⟨
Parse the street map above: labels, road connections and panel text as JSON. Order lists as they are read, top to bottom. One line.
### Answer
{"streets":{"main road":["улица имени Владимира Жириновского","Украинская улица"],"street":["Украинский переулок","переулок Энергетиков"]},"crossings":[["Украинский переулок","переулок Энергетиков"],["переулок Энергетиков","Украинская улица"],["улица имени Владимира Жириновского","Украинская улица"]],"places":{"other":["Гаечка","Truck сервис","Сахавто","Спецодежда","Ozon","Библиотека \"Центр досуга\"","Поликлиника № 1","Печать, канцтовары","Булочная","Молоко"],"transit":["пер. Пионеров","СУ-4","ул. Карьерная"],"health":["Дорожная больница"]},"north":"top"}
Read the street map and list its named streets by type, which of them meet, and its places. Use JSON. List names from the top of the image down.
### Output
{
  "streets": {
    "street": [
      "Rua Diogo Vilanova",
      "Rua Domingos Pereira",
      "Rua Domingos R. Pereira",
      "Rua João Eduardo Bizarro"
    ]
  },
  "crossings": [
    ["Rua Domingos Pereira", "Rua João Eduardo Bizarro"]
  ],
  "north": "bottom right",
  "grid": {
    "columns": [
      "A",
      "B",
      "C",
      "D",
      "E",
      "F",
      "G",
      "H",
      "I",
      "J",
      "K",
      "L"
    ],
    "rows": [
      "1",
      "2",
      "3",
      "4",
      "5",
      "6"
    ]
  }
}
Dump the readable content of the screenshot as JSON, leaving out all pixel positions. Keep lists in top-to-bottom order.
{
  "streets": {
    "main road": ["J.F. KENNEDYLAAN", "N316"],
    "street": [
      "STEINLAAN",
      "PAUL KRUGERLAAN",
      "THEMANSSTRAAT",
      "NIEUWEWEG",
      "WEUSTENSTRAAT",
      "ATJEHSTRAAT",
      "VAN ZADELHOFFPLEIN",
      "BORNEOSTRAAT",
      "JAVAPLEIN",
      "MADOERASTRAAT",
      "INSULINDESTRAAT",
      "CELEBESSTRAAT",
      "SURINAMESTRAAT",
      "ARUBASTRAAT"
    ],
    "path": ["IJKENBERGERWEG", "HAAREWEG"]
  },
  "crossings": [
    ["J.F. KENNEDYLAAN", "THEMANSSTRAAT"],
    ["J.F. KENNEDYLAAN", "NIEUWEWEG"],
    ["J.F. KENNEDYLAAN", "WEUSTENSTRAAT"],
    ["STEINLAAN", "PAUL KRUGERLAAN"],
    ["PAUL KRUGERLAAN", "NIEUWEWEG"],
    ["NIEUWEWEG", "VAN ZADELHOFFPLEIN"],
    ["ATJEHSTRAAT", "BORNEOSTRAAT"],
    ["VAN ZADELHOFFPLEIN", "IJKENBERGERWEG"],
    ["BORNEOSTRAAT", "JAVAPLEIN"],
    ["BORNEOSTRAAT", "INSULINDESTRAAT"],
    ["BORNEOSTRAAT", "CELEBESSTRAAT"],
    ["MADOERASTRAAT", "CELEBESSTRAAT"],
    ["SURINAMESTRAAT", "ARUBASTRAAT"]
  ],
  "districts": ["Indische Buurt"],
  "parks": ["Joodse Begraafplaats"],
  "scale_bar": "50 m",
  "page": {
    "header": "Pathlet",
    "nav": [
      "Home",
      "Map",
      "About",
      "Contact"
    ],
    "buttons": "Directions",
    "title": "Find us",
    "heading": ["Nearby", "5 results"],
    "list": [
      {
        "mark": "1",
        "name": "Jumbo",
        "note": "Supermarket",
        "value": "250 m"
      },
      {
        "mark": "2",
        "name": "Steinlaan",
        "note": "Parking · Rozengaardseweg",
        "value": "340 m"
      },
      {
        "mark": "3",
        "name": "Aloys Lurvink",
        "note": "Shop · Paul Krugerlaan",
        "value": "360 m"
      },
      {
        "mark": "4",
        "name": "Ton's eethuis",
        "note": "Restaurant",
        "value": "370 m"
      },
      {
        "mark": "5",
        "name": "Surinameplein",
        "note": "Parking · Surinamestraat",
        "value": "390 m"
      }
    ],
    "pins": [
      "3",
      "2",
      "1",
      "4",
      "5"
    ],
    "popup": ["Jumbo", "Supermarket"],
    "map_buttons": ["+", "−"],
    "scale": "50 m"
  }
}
⟩
What is expected =
Each line of the entries above that has the word "ARUBASTRAAT" is to be copied.

Answer for this exercise =
      "ARUBASTRAAT"
    ["SURINAMESTRAAT", "ARUBASTRAAT"]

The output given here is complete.